• ACTIVITY
The entries should each be set down again precisely.

----- MATERIAL PROVIDED -----

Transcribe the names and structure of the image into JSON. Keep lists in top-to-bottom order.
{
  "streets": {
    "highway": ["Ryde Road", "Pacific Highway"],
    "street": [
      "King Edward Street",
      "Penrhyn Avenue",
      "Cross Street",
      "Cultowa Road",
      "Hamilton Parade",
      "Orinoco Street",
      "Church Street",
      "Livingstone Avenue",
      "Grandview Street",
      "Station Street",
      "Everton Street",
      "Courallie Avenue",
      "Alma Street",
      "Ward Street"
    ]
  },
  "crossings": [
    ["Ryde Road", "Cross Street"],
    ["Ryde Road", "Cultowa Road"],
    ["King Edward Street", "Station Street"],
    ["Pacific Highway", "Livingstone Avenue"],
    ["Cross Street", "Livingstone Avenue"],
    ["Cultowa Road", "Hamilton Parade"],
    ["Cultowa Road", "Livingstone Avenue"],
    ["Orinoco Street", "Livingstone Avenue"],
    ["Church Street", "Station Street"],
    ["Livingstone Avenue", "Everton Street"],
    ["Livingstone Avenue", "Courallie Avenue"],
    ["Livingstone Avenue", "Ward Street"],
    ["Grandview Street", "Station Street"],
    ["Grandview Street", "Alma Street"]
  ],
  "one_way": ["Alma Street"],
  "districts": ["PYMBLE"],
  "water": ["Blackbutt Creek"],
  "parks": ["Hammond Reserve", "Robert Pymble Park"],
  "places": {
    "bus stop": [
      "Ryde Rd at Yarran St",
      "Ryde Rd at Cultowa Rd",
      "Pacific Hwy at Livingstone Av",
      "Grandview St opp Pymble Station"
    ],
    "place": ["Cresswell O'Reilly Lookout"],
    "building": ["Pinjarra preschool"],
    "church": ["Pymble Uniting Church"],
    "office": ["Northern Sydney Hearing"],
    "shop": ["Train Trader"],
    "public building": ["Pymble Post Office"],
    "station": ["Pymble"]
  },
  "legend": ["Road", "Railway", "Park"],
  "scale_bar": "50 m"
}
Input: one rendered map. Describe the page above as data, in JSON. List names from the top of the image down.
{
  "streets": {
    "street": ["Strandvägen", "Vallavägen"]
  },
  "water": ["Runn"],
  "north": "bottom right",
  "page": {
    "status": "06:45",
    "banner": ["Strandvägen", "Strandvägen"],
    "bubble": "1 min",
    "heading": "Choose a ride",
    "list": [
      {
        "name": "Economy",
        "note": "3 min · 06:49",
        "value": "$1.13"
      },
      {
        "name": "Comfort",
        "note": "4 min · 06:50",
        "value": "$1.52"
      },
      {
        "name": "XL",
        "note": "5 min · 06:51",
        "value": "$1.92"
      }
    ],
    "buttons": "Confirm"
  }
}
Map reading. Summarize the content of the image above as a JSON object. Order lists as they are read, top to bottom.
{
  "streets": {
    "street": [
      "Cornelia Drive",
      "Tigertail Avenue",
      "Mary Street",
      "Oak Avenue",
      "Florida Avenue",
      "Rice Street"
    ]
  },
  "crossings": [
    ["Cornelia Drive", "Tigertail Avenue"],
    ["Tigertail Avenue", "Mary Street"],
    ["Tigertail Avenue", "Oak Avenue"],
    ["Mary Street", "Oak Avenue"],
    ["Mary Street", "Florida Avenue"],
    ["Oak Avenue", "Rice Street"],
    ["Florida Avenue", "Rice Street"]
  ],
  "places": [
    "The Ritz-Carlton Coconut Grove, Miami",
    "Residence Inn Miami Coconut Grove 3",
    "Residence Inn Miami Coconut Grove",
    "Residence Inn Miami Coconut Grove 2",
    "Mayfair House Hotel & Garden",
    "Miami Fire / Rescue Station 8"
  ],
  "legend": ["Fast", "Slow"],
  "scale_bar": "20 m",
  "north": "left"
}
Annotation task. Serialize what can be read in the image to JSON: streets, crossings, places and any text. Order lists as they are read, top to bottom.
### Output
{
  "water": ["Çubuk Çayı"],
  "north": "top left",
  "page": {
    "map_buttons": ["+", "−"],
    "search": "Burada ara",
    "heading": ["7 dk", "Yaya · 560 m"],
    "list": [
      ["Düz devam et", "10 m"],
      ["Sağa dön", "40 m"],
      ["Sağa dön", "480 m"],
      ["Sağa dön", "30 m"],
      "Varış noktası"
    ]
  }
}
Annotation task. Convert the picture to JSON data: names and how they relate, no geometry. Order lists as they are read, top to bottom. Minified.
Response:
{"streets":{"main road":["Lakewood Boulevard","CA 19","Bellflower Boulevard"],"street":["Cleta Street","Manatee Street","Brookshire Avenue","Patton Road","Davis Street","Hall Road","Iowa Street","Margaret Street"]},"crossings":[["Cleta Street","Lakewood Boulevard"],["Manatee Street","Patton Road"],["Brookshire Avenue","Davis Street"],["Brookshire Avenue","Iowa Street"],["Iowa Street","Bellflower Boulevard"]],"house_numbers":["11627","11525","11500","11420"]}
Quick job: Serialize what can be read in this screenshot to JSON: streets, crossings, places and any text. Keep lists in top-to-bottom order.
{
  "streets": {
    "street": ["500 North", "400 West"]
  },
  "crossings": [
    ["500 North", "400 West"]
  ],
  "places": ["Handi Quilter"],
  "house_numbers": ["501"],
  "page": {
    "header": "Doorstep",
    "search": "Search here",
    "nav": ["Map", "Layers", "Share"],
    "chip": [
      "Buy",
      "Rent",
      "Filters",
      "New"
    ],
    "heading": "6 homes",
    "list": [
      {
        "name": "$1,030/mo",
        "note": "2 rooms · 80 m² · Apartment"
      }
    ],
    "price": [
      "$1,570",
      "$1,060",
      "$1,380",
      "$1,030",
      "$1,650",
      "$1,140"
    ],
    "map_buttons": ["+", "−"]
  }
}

-----

• EXERCISE ANSWER
Transcribe the names and structure of the image into JSON. Keep lists in top-to-bottom order.
{
  "streets": {
    "highway": ["Ryde Road", "Pacific Highway"],
    "street": [
      "King Edward Street",
      "Penrhyn Avenue",
      "Cross Street",
      "Cultowa Road",
      "Hamilton Parade",
      "Orinoco Street",
      "Church Street",
      "Livingstone Avenue",
      "Grandview Street",
      "Station Street",
      "Everton Street",
      "Courallie Avenue",
      "Alma Street",
      "Ward Street"
    ]
  },
  "crossings": [
    ["Ryde Road", "Cross Street"],
    ["Ryde Road", "Cultowa Road"],
    ["King Edward Street", "Station Street"],
    ["Pacific Highway", "Livingstone Avenue"],
    ["Cross Street", "Livingstone Avenue"],
    ["Cultowa Road", "Hamilton Parade"],
    ["Cultowa Road", "Livingstone Avenue"],
    ["Orinoco Street", "Livingstone Avenue"],
    ["Church Street", "Station Street"],
    ["Livingstone Avenue", "Everton Street"],
    ["Livingstone Avenue", "Courallie Avenue"],
    ["Livingstone Avenue", "Ward Street"],
    ["Grandview Street", "Station Street"],
    ["Grandview Street", "Alma Street"]
  ],
  "one_way": ["Alma Street"],
  "districts": ["PYMBLE"],
  "water": ["Blackbutt Creek"],
  "parks": ["Hammond Reserve", "Robert Pymble Park"],
  "places": {
    "bus stop": [
      "Ryde Rd at Yarran St",
      "Ryde Rd at Cultowa Rd",
      "Pacific Hwy at Livingstone Av",
      "Grandview St opp Pymble Station"
    ],
    "place": ["Cresswell O'Reilly Lookout"],
    "building": ["Pinjarra preschool"],
    "church": ["Pymble Uniting Church"],
    "office": ["Northern Sydney Hearing"],
    "shop": ["Train Trader"],
    "public building": ["Pymble Post Office"],
    "station": ["Pymble"]
  },
  "legend": ["Road", "Railway", "Park"],
  "scale_bar": "50 m"
}
Input: one rendered map. Describe the page above as data, in JSON. List names from the top of the image down.
{
  "streets": {
    "street": ["Strandvägen", "Vallavägen"]
  },
  "water": ["Runn"],
  "north": "bottom right",
  "page": {
    "status": "06:45",
    "banner": ["Strandvägen", "Strandvägen"],
    "bubble": "1 min",
    "heading": "Choose a ride",
    "list": [
      {
        "name": "Economy",
        "note": "3 min · 06:49",
        "value": "$1.13"
      },
      {
        "name": "Comfort",
        "note": "4 min · 06:50",
        "value": "$1.52"
      },
      {
        "name": "XL",
        "note": "5 min · 06:51",
        "value": "$1.92"
      }
    ],
    "buttons": "Confirm"
  }
}
Map reading. Summarize the content of the image above as a JSON object. Order lists as they are read, top to bottom.
{
  "streets": {
    "street": [
      "Cornelia Drive",
      "Tigertail Avenue",
      "Mary Street",
      "Oak Avenue",
      "Florida Avenue",
      "Rice Street"
    ]
  },
  "crossings": [
    ["Cornelia Drive", "Tigertail Avenue"],
    ["Tigertail Avenue", "Mary Street"],
    ["Tigertail Avenue", "Oak Avenue"],
    ["Mary Street", "Oak Avenue"],
    ["Mary Street", "Florida Avenue"],
    ["Oak Avenue", "Rice Street"],
    ["Florida Avenue", "Rice Street"]
  ],
  "places": [
    "The Ritz-Carlton Coconut Grove, Miami",
    "Residence Inn Miami Coconut Grove 3",
    "Residence Inn Miami Coconut Grove",
    "Residence Inn Miami Coconut Grove 2",
    "Mayfair House Hotel & Garden",
    "Miami Fire / Rescue Station 8"
  ],
  "legend": ["Fast", "Slow"],
  "scale_bar": "20 m",
  "north": "left"
}
Annotation task. Serialize what can be read in the image to JSON: streets, crossings, places and any text. Order lists as they are read, top to bottom.
### Output
{
  "water": ["Çubuk Çayı"],
  "north": "top left",
  "page": {
    "map_buttons": ["+", "−"],
    "search": "Burada ara",
    "heading": ["7 dk", "Yaya · 560 m"],
    "list": [
      ["Düz devam et", "10 m"],
      ["Sağa dön", "40 m"],
      ["Sağa dön", "480 m"],
      ["Sağa dön", "30 m"],
      "Varış noktası"
    ]
  }
}
Annotation task. Convert the picture to JSON data: names and how they relate, no geometry. Order lists as they are read, top to bottom. Minified.
Response:
{"streets":{"main road":["Lakewood Boulevard","CA 19","Bellflower Boulevard"],"street":["Cleta Street","Manatee Street","Brookshire Avenue","Patton Road","Davis Street","Hall Road","Iowa Street","Margaret Street"]},"crossings":[["Cleta Street","Lakewood Boulevard"],["Manatee Street","Patton Road"],["Brookshire Avenue","Davis Street"],["Brookshire Avenue","Iowa Street"],["Iowa Street","Bellflower Boulevard"]],"house_numbers":["11627","11525","11500","11420"]}
Quick job: Serialize what can be read in this screenshot to JSON: streets, crossings, places and any text. Keep lists in top-to-bottom order.
{
  "streets": {
    "street": ["500 North", "400 West"]
  },
  "crossings": [
    ["500 North", "400 West"]
  ],
  "places": ["Handi Quilter"],
  "house_numbers": ["501"],
  "page": {
    "header": "Doorstep",
    "search": "Search here",
    "nav": ["Map", "Layers", "Share"],
    "chip": [
      "Buy",
      "Rent",
      "Filters",
      "New"
    ],
    "heading": "6 homes",
    "list": [
      {
        "name": "$1,030/mo",
        "note": "2 rooms · 80 m² · Apartment"
      }
    ],
    "price": [
      "$1,570",
      "$1,060",
      "$1,380",
      "$1,030",
      "$1,650",
      "$1,140"
    ],
    "map_buttons": ["+", "−"]
  }
}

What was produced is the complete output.